First, I’d like to go back to your poetic beginnings. I read your mother’s poems in Children of Long Ago last year, which led me to Childtimes. Both are beautiful books. Could you tell my readers a little about your mother and her writing, and the effect she had on your writing early on?

I’m happy that you like those two books. My mother’s work is precious to me. She didn’t begin writing until she was in her late sixties, years after I grew up and became a writer. Mama told me that when my siblings and I were small, she wrote one story that was rejected, and she didn’t try again. But she loved books, and she read to us. That was one of my early influences. Also, in my elementary school classes, we often read poems aloud, together, pretty much in the sing-song fashion of the time. I can still hear the melody of our voices, as we recited Stevenson’s poem, “The Swing.” Even so, I didn’t begin writing, except for school assignments, until I was in my early twenties, bored with my typing job and trying to think of another way to earn a living.

How much has your childhood, particularly your years in Langston Terrace, stayed with you in the poems you’ve through the years? As a corollary, do you write for the child you were then, or for today’s children?

I don’t write for the child that I was. That child is with me still, but I write with today’s children in mind. Most of my work is not autobiographical, though there are pieces of my life that I do include, from time to time. For example, the “flying pool,” “going down the country,” and the laughing children, in the poem, “Honey, I Love,” are all from my childhood, including wonderful memories of Langston Terrace, the low-rent housing project where I lived from age 9 to 21. I devote a chapter to Langston Terrace in Childtimes: A Three-Generation Memoir.

One thing I love about your work is how open you are about sharing strong and sometimes conflicting emotions with children. In what ways does poetry help children, even the youngest who cannot yet read, explore their own emotional experiences and those of others?

Thank you. Human beings are fascinating to me, our complexity, and especially our contradictions. I believe that, if children are able to see emotional conflicts in characters, it will help them to see themselves and accept their own emotions and to understand and empathize with other people, as well. These are important factors, but I never think about them when I’m writing. I think about trying to bring the characters to life, so that readers can see them, get to know them and become immersed in their lives.

Your poems show that you have a keen ear for musical language and a gift for unity in sound that Donald Hall calls “sound-form.” How much attention do you pay to consonants and vowels, rhythms and line breaks, rhymes and repetitions, while you’re composing? Is much of it instinctive for you?

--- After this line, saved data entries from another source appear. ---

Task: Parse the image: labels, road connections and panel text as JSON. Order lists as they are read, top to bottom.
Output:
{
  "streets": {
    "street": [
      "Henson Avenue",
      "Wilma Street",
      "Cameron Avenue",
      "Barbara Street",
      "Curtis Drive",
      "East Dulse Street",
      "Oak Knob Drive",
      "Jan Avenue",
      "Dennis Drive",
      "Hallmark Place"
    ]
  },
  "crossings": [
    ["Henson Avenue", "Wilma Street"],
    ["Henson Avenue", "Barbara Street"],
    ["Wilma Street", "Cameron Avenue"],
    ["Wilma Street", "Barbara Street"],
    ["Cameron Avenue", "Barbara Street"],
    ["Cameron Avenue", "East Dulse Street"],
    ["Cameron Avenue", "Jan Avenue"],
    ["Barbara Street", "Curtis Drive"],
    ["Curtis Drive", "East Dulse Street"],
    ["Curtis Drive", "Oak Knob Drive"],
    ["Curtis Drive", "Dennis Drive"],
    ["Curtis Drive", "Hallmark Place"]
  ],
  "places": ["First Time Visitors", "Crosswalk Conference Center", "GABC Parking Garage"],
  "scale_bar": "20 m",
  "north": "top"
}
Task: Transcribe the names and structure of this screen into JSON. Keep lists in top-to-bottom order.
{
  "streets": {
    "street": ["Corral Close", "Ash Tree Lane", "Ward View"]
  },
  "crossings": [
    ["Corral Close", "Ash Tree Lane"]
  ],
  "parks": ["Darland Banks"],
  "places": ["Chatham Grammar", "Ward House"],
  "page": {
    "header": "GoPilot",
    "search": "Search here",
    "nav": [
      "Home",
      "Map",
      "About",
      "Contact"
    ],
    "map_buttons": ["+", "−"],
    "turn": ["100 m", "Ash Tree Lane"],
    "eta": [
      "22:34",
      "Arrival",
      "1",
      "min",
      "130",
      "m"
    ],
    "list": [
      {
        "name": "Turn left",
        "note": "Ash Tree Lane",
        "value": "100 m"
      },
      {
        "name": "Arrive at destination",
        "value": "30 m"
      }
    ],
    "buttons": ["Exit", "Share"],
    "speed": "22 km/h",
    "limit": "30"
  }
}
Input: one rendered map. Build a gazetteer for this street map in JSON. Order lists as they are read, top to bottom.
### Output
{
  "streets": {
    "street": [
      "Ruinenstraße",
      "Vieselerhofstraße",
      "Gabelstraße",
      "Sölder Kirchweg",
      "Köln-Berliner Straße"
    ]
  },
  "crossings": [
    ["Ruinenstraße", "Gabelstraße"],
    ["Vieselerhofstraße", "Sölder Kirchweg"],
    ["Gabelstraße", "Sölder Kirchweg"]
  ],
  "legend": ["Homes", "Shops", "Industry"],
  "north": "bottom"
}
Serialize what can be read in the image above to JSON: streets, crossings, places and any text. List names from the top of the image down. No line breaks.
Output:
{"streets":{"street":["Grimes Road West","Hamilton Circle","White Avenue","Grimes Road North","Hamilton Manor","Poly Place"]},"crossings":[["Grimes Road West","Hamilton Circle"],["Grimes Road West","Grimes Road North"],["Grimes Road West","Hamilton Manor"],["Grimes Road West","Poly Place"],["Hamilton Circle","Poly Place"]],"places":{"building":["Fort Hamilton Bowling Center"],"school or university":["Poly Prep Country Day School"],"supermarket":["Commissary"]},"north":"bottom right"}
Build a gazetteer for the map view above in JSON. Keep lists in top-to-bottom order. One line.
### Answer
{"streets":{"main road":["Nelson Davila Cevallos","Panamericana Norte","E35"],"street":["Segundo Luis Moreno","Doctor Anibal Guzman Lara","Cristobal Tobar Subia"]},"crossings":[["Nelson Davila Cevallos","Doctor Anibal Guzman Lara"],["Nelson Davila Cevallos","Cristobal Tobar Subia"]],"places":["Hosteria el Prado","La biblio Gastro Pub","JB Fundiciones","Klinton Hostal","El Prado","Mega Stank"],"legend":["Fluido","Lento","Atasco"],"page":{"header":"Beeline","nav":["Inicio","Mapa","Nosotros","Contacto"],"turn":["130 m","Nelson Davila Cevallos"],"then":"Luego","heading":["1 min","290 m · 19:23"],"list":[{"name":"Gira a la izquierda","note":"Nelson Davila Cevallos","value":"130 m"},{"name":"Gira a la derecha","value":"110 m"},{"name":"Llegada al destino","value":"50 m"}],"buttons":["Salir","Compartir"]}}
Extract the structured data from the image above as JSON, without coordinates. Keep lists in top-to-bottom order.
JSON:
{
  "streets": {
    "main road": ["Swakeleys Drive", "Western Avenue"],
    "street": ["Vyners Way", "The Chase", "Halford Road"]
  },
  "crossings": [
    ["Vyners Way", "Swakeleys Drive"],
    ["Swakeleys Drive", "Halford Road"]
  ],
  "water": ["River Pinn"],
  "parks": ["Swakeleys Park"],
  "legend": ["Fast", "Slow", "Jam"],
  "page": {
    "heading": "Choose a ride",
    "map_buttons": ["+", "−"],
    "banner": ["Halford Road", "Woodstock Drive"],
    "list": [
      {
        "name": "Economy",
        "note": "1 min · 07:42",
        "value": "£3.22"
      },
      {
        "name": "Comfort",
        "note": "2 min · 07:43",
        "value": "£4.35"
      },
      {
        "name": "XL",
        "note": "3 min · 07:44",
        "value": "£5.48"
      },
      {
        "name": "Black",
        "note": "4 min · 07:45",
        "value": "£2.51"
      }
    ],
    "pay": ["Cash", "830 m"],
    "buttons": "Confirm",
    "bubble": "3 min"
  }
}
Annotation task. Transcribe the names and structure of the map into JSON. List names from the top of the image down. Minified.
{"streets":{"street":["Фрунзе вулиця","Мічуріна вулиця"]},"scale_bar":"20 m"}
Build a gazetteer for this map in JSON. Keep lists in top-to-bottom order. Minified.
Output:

I’m sure that some of it is instinctive, because we are all born with a connection to music, with our beating hearts and vocal cords. In my family, music was a constant, when I was growing up—on the radio, at concerts and stage shows, in school and church choirs. We had a piano. My two sisters and I took piano lessons, and both of my parents played—not well, but often!

However, the composing I do, in writing poetry, requires conscious thought and revision. I hear the music as I am writing, and I am not satisfied until I achieve the sounds I am seeking. I revise and revise until I think I have it right. I use all of the elements you mentioned, and I would add “melody” to the list, because our voices go up and down as we talk, even in ordinary conversation. I would also add “punctuation.” For example, a period in the wrong place can bring the music to a full stop, instead of the brief pause I may want and that a comma would elicit.

We are clearly facing a difficult market (some say a dire crisis) for publishing and selling children’s poetry collections and anthologies. Lee Bennett Hopkins said that only three new anthologies were published last year in the US. Do you see this as an especially troubling development, or is it a continual challenge for poets?

I see this as very troubling, but no more so than unemployment, generally, across the country. This is a rough period for millions of people, poets included, who can’t find enough work. I do think, though, that this is different from the earlier difficulties poets experienced in trying to build a wide audience. On my many visits with schoolchildren, teachers, librarians, and parents, I see a widespread and enormous love for poetry and excitement about reading and writing poems. An encouraging factor is the commercial and critical success of children’s poetry books before the economic crisis occurred.

Many teachers are wary of encouraging meter and rhyme, as they have been taught that formal poetry is out of fashion, while others merely use forms as tools to teach grammar and vocabulary. Are meter and rhyme still vital and essential, and what does formal poetry offer young readers and writers that free verse does not?

I feel that all forms of poetry are valuable and should be taught to children. Is the poem well-crafted? Is it nurturing? Does it touch the heart, mind, and/or spirit? I think these are the important criteria for determining what children should be taught. Fashions come and go, of course, but I think it’s up to parents and educators to see that what is of value survives for children.

Is your poetry a performance art? Is it best for children to read your poems aloud and “act out” the many voices? Are we missing some of your poetry’s power by simply reading silently or listening to another person’s voice?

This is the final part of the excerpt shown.